Sept individus ainsi qu’une société spécialisée dans le commerce de palourdes ont comparu mardi devant le tribunal correctionnel d’Aix-en-Provence. Ils sont accusés d’avoir récolté illégalement plus de 24 tonnes de palourdes dans l’étang de Berre, près de Marseille, dans le but de les écouler clandestinement.
Les principaux accusés sont cinq pêcheurs, quatre hommes et une femme âgés de 28 à 42 ans, la société Cap Horn — active dans l’achat et la vente de palourdes — et ses deux responsables.
Le parquet a requis à leur encontre des sanctions de 200 jours-amendes compris entre 50 et 100 euros, ainsi qu’une interdiction définitive d’exercer toute activité liée à la pêche.
Sans aucune licence professionnelle, ces pêcheurs amateurs ont fourni durant plusieurs mois des centaines de kilos de palourdes à Cap Horn, dépassant largement le plafond journalier de deux kilos réservé aux pêcheurs de loisirs.
Ils ont aussi parfois exercé en dehors des périodes autorisées, notamment lorsque la pêche avait été suspendue à cause d’une pollution à l’E. coli.
Les écoutes téléphoniques effectuées dans le cadre de l’enquête ont révélé une forme de « pression », selon le président, exercée par Jean-Michel Zanon, dirigeant de Cap Horn, pour obtenir davantage de palourdes.
« Continuez à travailler, vous êtes des feignants ça vous apprendra », aurait-il lancé à ses pêcheurs, d’après un enregistrement saisi par les enquêteurs et présenté à l’audience.
Selon son avocat, il conteste « faire partie d’une organisation structurée ».
Face aux interrogations du président sur l’impact écologique de son activité, M. Zanon a affirmé qu’il ne croyait pas à des répercussions sur l’écosystème, expliquant qu’il n’avait « jamais vu des gisements avec autant de palourdes ».

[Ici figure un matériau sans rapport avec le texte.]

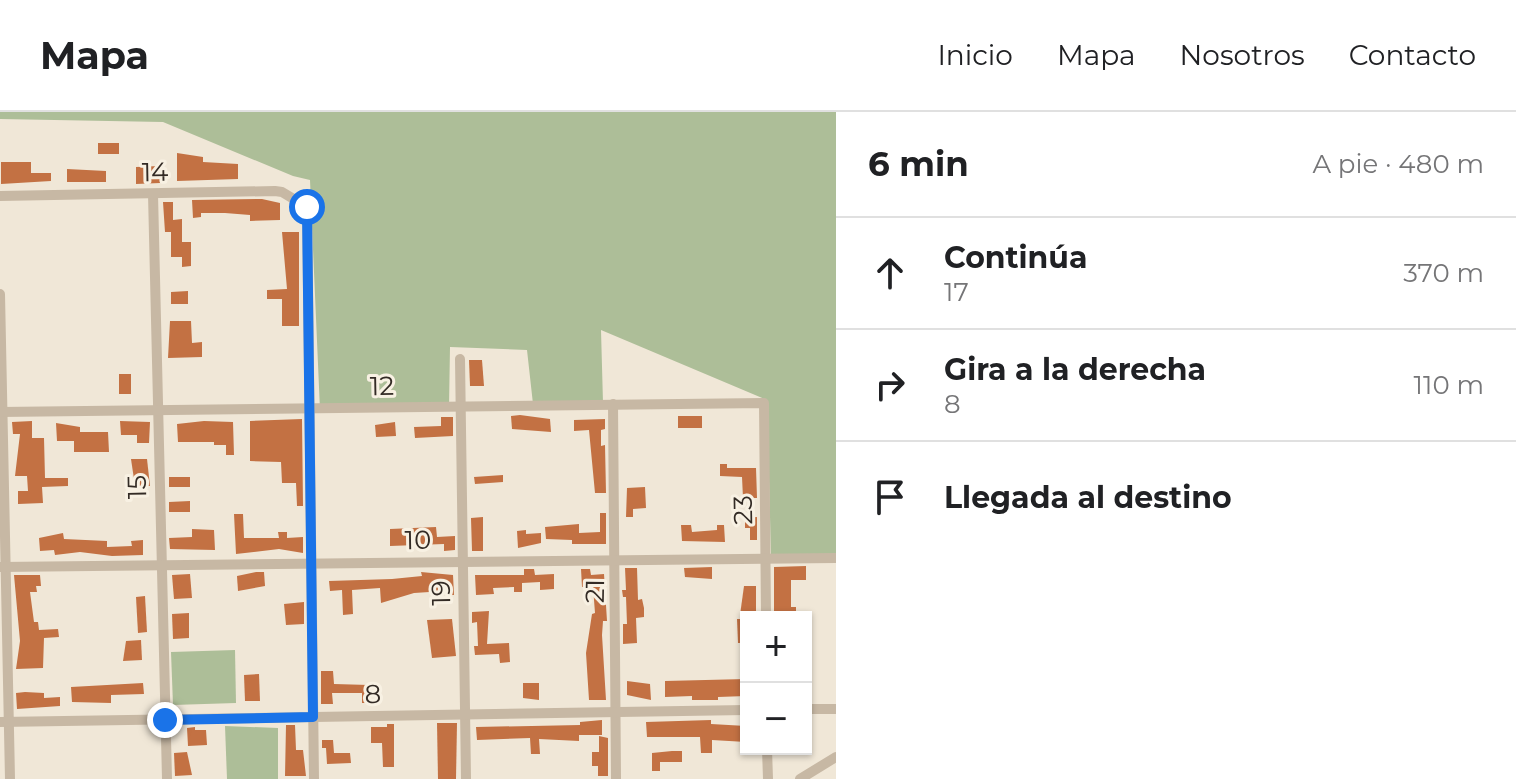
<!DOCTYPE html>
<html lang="es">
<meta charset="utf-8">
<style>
body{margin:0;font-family:Montserrat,sans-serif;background:#f6f6f6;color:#202124}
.controls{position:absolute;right:24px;bottom:24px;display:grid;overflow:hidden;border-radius:0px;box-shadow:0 2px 6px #0004}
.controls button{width:72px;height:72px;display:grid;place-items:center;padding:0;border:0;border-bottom:2px solid #e0e0e0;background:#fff;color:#202124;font:40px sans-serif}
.stop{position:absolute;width:24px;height:24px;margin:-18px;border:6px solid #1a73e8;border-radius:50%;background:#fff}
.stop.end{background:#1a73e8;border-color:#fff;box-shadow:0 2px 8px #0008}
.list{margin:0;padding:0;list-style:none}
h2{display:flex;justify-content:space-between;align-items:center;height:104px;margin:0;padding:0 32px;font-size:34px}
h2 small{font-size:26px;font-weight:400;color:#757577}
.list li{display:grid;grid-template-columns:52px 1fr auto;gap:24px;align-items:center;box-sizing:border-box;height:112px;padding:0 32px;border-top:2px solid #e0e0e0}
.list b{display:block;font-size:30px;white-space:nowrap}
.list p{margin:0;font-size:26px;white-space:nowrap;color:#757577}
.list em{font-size:26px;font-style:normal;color:#757577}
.icon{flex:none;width:44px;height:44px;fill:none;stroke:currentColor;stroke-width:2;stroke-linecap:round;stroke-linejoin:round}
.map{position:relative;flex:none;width:836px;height:667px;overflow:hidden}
header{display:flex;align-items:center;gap:48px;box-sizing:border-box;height:112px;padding:0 40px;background:#fff;border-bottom:2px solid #e0e0e0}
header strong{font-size:38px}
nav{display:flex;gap:44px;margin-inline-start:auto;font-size:28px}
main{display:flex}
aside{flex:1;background:#fff}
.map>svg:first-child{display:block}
.green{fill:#adbe98}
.building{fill:#c37143}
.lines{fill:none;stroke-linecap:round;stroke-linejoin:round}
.minor{stroke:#c7b8a4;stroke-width:10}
.route{stroke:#1a73e8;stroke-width:10}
.labels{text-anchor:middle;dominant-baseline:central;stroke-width:6;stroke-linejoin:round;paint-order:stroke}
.street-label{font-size:26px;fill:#332b25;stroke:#f8f1e3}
</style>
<header>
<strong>Mapa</strong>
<nav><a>Inicio</a><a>Mapa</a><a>Nosotros</a><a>Contacto</a></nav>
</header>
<main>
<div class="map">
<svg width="836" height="667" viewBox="0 0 836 667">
<rect width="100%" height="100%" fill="#f0e7d7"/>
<g class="green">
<path d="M0,0H836V444H771L767,288L601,218L603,291L533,292L527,238L450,235L449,295L320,298L310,68L293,64L163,10L0,7Z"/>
<path d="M235,538L236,591L173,593L171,540Z"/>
<path d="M225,614L278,616V667H227Z"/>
</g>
<g class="building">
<rect x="98" y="31" width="21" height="11"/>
<path d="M177,41L203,45V50L238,52V67L177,69Z"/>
<path d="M1,50H31V61H51V69L1,72Z"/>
<path d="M159,54L160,71L136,72V55Z"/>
<path d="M67,57L106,59V70H67Z"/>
<path d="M262,87L280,91V108L250,109V103L225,101H201V105L193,106L192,88Z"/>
<path d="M163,90H173V108L182,107V130H191V154L182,155V145H171V120H165Z"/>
<path d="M282,120H299V214H282V187H267V178L287,177Z"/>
<path d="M188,179V192H171V180Z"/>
<path d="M170,209H191L192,231L202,230V245L168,246Z"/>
<path d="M469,248H482L484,274H470Z"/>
<rect x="119" y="262" width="12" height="20"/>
<path d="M520,303L550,307L551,320L512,317L511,304Z"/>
<rect x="678" y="304" width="24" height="12"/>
<path d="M441,305H453V324L415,326L414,315L441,314Z"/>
<path d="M302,307L303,394H297L296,371H282L281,350L250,349V309Z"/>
<path d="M605,307V317L601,318V334L605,333L606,381H595L589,318L574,319V308Z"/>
<path d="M32,309V326H44L45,366H68V374L42,375L43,391L18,392V379H28L27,364H15L20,322H13L12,310Z"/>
<path d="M120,309L150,310L149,331H137V323H121Z"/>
<path d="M204,309L233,310L234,343H226V333H214V330H178L177,312Z"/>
<path d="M395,310L396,324L376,325L375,313Z"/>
<path d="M56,311L80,315V320H108L109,340H74V329H57Z"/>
<path d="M131,347H147L150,374H135Z"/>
<path d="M720,352H727V356H756L757,386H743L742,365L720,364Z"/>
<path d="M503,363V370L475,372L474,365Z"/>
<rect x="169" y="365" width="21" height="10"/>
<path d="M645,375L646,396L633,397V405H626L627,376Z"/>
<path d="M190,389V400H169V390Z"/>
<path d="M600,401H606V432H572V428L546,427L545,415L579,412V421L600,420Z"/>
<path d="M234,402H243L244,426H279L278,420H287V426L303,425V441L279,437L236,442Z"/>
<path d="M483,405V439H472L471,406Z"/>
<path d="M757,405V428H750V416H745V406Z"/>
<path d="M681,413H691L692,420L717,418V413H724L725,430L682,429Z"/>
<path d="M436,415L437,425L455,424V438L444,439V432L390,434V417Z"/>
<path d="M192,417L214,418L215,438L170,437L169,426L192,425Z"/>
<path d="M526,418V422L541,421V431L518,436L517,419Z"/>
<path d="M63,421L64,427L107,429V435L132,434L131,429L143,428V443L112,444L80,440L55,443L54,438L40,439L39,426Z"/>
<path d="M806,454V468H791V495H796V504L774,505V455Z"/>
<path d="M712,455V467L685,465L684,456Z"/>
<path d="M625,456H637L638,488L642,487L644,496V505L636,506L637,531L623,532V512H627L626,485H623L622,478H626Z"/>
<path d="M524,457H534L535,463L554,462V477L540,478V470L522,471V480H514V475L493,476L494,482L476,483L475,463H524Z"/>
<path d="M581,457H590L591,463L604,462L607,509H603L602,523L606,588H589L586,541L592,502L595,501L593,475H582Z"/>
<path d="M256,460H264L265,474L238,479L237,464Z"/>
<path d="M421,460L453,463L454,483H446L445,479L414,481L381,491L380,476L352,478L353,502L343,503L342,478L330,479L329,469L392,467L422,464Z"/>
<path d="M190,462L192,486L174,487L172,463Z"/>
<path d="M14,463H40L41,474H36L37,480H30L34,510H38L39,518L58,517L59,525L44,526L43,556L16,557L20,529Z"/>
<path d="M744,474H756V503H740Z"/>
<path d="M145,484L147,520L138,521L136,485Z"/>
<path d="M304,490V512L286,513L284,492Z"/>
<path d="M489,499L487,532L509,531L510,550L500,551L499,542L475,543L474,534H478L477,510L472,511V500Z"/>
<path d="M189,501V526L173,527L172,502Z"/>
<path d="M452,507L456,544L432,546L427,508Z"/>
<path d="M737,507H746V531H738Z"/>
<path d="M141,528L142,548L123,549L126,529Z"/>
<path d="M321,559H333L334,572L369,573V591H362V581H332L333,592H321Z"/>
<path d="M259,562L260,589H245L244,563Z"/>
<path d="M746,567V584L718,585V588H692V584L665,585V569Z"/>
<path d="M627,569L650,572L651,588L627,583Z"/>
<path d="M143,571L144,582L111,583V591L72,590L71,575Z"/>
<path d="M523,571H539V588L523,586Z"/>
<path d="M25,580L44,581V586L60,585V594L17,597L16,581Z"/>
<path d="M602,608V623H579V629L539,627L540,642H531L530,626L477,628L476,615L580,613V610Z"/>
<path d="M711,608V612L746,614V630L712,628V641H701L700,625H647L646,610Z"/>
<path d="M437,611H457L456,667H438Z"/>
<path d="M387,612H394V655H383L382,631H371V615H387Z"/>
<path d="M286,613H295L296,638H303L306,664H285Z"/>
<path d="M195,615V618H206L207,633L188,634L187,616Z"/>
<path d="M599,624L608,626V664H598V654H592V640H599Z"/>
<path d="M322,628H333L334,641H350L351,651L327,652L326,636H322Z"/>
<path d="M672,639H682V650H660V659H652V641Z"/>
<path d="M187,640L192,663L175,664L174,641Z"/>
</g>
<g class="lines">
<g class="minor">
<path d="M153,82L167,667"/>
<path d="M0,84L275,79L282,80L307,95L314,667"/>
<path d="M0,182L10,667"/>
<path d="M460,247L466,667"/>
<path d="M613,292L616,667"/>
<path d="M0,300L764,291L766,505"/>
<path d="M0,455L836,446"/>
<path d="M806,597H836"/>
<path d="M0,610L746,598"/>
<path d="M767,637L768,667"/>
<path d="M800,667L836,645"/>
</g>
</g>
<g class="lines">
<path class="route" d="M165,608L313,605L307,95"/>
</g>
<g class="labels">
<g class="street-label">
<text transform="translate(155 60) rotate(-1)">14</text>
<text transform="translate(382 274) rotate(-1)">12</text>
<text transform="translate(137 375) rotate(-91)">15</text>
<text transform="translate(743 398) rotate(-91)">23</text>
<text transform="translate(418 428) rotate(-1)">10</text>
<text transform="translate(595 479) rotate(-89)">21</text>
<text transform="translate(441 481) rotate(-91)">19</text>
<text transform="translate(373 582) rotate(-1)">8</text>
</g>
</g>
</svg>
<div class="controls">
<button>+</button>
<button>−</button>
</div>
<div class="stop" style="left:307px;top:95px"></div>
<div class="stop end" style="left:165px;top:608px"></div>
</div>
<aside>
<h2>6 min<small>A pie · 480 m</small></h2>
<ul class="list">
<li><svg class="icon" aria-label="ahead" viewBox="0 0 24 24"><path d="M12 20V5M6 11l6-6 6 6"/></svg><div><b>Continúa</b><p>17</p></div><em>370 m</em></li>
<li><svg class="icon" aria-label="right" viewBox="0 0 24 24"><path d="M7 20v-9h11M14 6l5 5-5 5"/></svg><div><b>Gira a la derecha</b><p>8</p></div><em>110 m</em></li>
<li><svg class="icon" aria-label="arrive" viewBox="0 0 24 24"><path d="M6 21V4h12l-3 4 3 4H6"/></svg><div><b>Llegada al destino</b></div></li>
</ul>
</aside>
</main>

Trafic de palourdes : un impact alarmant sur l’écosystème de l’étang de Berre
Deux associations environnementales, France Nature Environnement Paca et la Ligue pour la Protection des Oiseaux locale, se sont portées parties civiles afin de dénoncer les risques liés à ce commerce illégal.

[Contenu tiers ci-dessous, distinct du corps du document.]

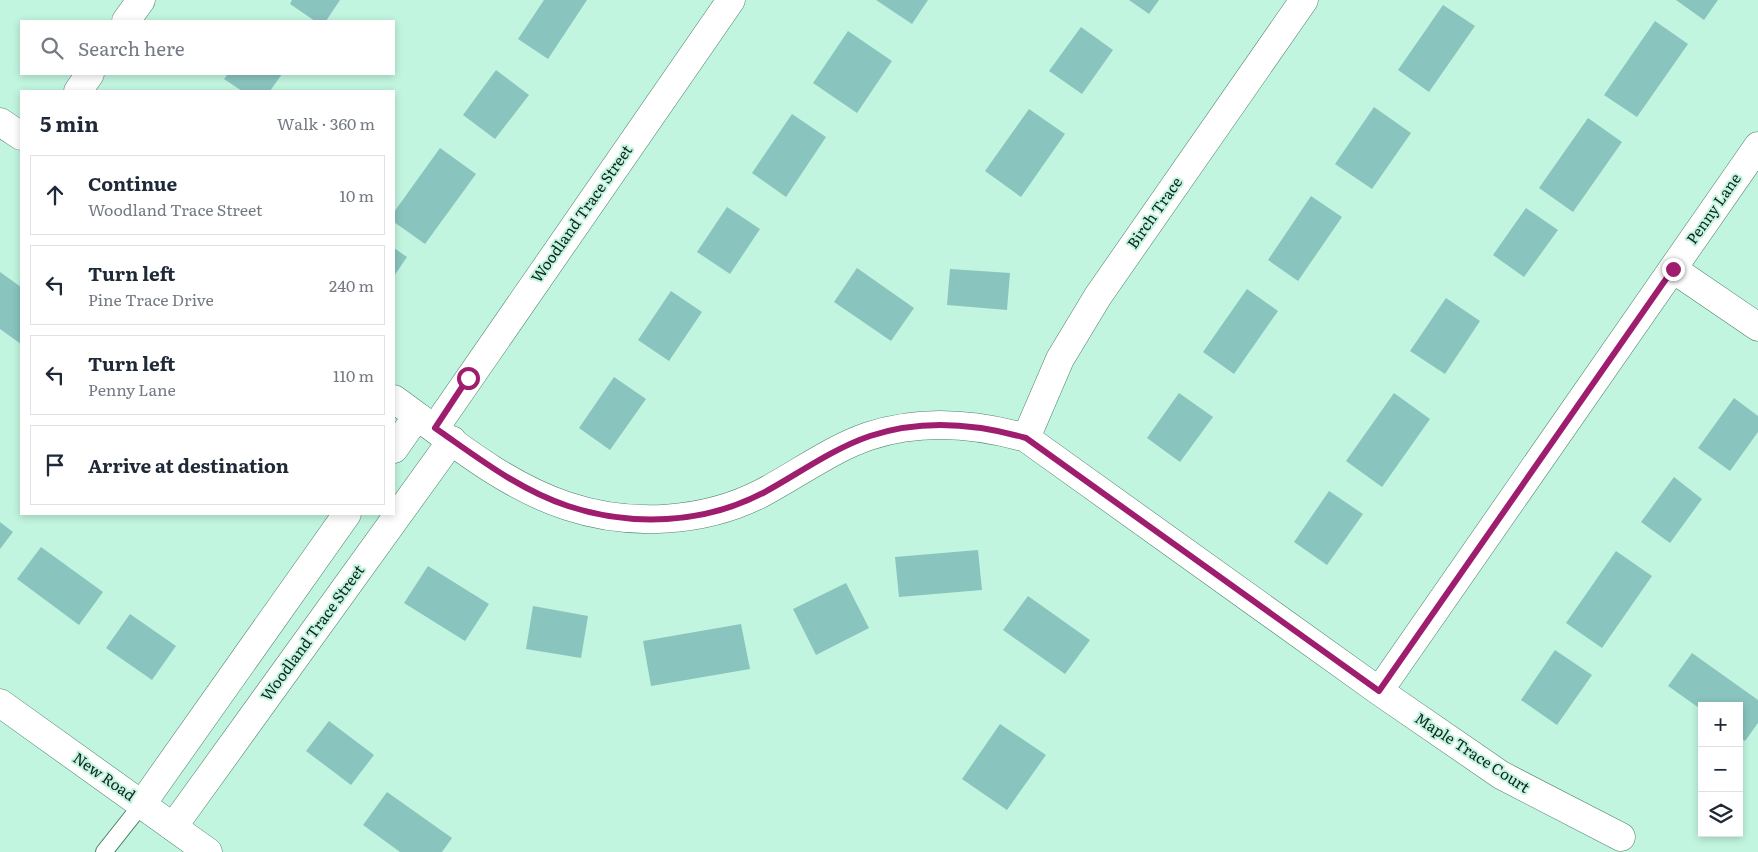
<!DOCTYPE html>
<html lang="en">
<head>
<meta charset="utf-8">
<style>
  :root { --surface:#fff; --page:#f2f2f3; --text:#1f2937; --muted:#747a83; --line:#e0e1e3 }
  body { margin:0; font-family:Literata,serif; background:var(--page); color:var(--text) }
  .controls { position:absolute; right:15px; bottom:15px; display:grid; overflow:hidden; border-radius:0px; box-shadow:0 2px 8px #0003 }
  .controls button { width:45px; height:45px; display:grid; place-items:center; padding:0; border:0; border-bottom:1px solid var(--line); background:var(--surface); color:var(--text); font:25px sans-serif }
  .stop { position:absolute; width:15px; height:15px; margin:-11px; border:4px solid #9f1d6f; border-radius:50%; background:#fff }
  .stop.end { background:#9f1d6f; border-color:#fff; box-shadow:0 1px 5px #0008 }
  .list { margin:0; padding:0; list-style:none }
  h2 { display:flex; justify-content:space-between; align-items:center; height:65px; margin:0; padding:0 20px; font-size:21px }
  h2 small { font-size:16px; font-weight:400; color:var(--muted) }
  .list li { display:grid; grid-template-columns:32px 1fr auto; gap:15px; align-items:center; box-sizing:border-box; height:80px; margin:0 10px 10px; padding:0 10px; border:1px solid var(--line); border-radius:0px }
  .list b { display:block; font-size:19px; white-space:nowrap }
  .list p { margin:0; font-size:16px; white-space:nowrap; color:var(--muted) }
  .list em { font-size:16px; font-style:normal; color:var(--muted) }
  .icon { flex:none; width:28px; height:28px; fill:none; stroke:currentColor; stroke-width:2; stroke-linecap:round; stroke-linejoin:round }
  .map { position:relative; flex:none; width:1758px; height:852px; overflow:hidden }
  .search { position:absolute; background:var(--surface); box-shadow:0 2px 8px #0003; left:20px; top:20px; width:375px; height:55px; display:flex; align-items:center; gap:12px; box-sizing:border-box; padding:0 18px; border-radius:0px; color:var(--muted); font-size:19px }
  .panel { position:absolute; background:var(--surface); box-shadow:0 2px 8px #0003; left:20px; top:90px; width:375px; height:425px; border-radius:0px }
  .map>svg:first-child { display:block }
  .building { fill:#8ac4be }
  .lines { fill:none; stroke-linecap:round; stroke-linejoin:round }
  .lane-casing { stroke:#4e7f6c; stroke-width:18 }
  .street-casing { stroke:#4e7f6c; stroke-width:29 }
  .secondary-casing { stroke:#4e7f6c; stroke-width:29 }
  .lane { stroke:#fff; stroke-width:16 }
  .street { stroke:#fff; stroke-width:28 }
  .secondary { stroke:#fff; stroke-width:28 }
  .route { stroke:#9f1d6f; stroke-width:6 }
  .labels { text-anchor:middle; stroke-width:4; stroke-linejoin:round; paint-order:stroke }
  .street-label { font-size:15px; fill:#10241c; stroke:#c1f5df }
</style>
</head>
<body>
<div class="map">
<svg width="1758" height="852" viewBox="0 0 1758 852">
  <rect width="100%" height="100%" fill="#c1f5df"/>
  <path class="building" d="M 292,0 L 340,0 L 326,21 L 315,21 L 290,4 Z
    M 544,0 L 587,0 L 548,59 L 518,39 Z
    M 876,0 L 928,0 L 912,24 Z
    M 1129,0 L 1159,0 L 1149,14 Z
    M 1676,0 L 1718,0 L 1704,20 Z
    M 1443,5 L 1475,26 L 1429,92 L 1398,70 Z
    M 1655,21 L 1688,44 L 1637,117 L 1604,95 Z
    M 1081,27 L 1113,50 L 1082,94 L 1049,71 Z
    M 848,31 L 892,61 L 857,113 L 813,83 Z
    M 496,70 L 529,95 L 495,139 L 463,115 Z
    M 228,74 L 282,74 L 270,91 L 242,91 L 224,79 Z
    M 1374,107 L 1411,133 L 1372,189 L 1335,164 Z
    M 1029,109 L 1065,134 L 1021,197 L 985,171 Z
    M 792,114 L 826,137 L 786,197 L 752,173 Z
    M 1588,118 L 1622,142 L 1573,212 L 1539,188 Z
    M 440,148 L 476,174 L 425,244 L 394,222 L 394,212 Z
    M 1311,196 L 1342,217 L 1298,281 L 1268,260 Z
    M 727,207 L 760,229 L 730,274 L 697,252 Z
    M 1526,208 L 1558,230 L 1524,277 L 1493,255 Z
    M 394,248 L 407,257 L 394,276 Z
    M 857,268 L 914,308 L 891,341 L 834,302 Z
    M 950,269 L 1010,273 L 1007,310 L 947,305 Z
    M 0,272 L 21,287 L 21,344 L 0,329 Z
    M 1247,289 L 1278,311 L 1234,374 L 1203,352 Z
    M 671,291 L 702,312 L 669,361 L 638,340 Z
    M 1446,298 L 1480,321 L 1445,374 L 1410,351 Z
    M 614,377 L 646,399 L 610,450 L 579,428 Z
    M 1179,393 L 1213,417 L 1180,462 L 1147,438 Z
    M 1394,393 L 1430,419 L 1382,487 L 1346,461 Z
    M 1734,398 L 1758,416 L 1758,432 L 1730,471 L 1698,448 Z
    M 1674,477 L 1702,499 L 1670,543 L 1641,522 Z
    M 1329,491 L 1363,514 L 1327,565 L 1294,542 Z
    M 0,522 L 13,532 L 0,549 Z
    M 41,547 L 103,592 L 79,625 L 17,579 Z
    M 978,550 L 982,590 L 899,597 L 895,557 Z
    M 1616,551 L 1652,576 L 1602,648 L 1566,623 Z
    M 428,566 L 489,604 L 465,641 L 404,603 Z
    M 846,583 L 869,628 L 816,655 L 793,609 Z
    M 1028,596 L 1090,640 L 1065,674 L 1003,630 Z
    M 533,606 L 588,616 L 581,658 L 526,649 Z
    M 130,614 L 176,646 L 152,680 L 106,648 Z
    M 741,624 L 750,669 L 651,686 L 643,641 Z
    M 1555,650 L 1592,675 L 1557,725 L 1521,700 Z
    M 1692,653 L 1758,700 L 1758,723 L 1745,741 L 1739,737 L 1739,706 L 1702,706 L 1702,710 L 1668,686 Z
    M 329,721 L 374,755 L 351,785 L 306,751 Z
    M 1000,724 L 1046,755 L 1007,810 L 962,779 Z
    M 387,792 L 452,838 L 442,852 L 400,852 L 363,825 Z"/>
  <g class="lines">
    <defs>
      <path id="lane" d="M 104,852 L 142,804"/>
      <path id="street" d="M 126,21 L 141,0
        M 78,91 L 90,74
        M 0,122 L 21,136
        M 1673,269 L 1758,327
        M 394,399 C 448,438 503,485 567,506 C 630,527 704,523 762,493 C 798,474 831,449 869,436 C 921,419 974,423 1026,438 L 1379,691 L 1501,775 L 1621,837
        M 435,428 L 731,0
        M 1026,438 L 1060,359 L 1098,296 L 1304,0
        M 394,449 L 417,416
        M 1379,691 L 1758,146
        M 142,804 L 347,514
        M 173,827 L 452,440"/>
      <path id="secondary" d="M 0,703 L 208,852"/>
    </defs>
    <use href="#lane" class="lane-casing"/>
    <use href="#street" class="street-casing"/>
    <use href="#secondary" class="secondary-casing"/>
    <use href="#lane" class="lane"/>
    <use href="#street" class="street"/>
    <use href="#secondary" class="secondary"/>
  </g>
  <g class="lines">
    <path class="route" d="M 468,378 L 435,428 C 477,457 519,490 568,506 C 631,527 704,524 763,493 C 798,474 832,449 870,436 C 921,419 974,423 1026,438 L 1379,691 L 1673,269"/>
  </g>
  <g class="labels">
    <g class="street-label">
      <text transform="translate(1714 209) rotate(-55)" y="5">Penny Lane</text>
      <text transform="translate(1155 213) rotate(-55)" y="5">Birch Trace</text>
      <text transform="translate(582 214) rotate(-55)" y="5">Woodland Trace Street</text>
      <text transform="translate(313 633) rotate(-54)" y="5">Woodland Trace Street</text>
      <text transform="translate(1472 753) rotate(33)" y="5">Maple Trace Court</text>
      <text transform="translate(104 777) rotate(35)" y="5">New Road</text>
    </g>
  </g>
</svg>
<div class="controls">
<button>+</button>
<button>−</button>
<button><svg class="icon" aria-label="layers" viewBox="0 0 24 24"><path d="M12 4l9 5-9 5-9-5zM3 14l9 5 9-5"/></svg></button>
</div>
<div class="stop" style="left:468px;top:378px"></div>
<div class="stop end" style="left:1673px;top:269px"></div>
<div class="search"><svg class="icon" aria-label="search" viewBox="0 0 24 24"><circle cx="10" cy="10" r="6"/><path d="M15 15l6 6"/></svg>Search here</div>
<section class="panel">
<h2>5 min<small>Walk · 360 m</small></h2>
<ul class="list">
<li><svg class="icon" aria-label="ahead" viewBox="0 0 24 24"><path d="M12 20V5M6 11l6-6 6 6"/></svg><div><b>Continue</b><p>Woodland Trace Street</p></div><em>10 m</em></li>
<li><svg class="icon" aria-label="left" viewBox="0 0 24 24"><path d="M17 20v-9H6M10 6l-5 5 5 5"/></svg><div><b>Turn left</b><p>Pine Trace Drive</p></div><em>240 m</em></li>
<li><svg class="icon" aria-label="left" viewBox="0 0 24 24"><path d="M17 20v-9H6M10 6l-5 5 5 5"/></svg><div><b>Turn left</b><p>Penny Lane</p></div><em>110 m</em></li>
<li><svg class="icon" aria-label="arrive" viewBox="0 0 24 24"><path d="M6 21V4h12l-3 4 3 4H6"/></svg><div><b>Arrive at destination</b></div></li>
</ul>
</section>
</div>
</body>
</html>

Leur avocate, Me Isabelle Vergnoux, a mis en garde contre la tentation de « minimiser » les effets de ce trafic sur la biodiversité, rappelant que le commerce d’espèces sauvages figure parmi les plus rentables au monde.
Dans l’étang de Berre, vaste lagune méditerranéenne, les palourdes jouent un rôle de « filtres » contre différents « polluants ». Leur prélèvement massif prive ce milieu déjà fragilisé d’un système naturel de filtration essentiel, a souligné l’avocate. Le verdict sera rendu le 18 novembre à 14h.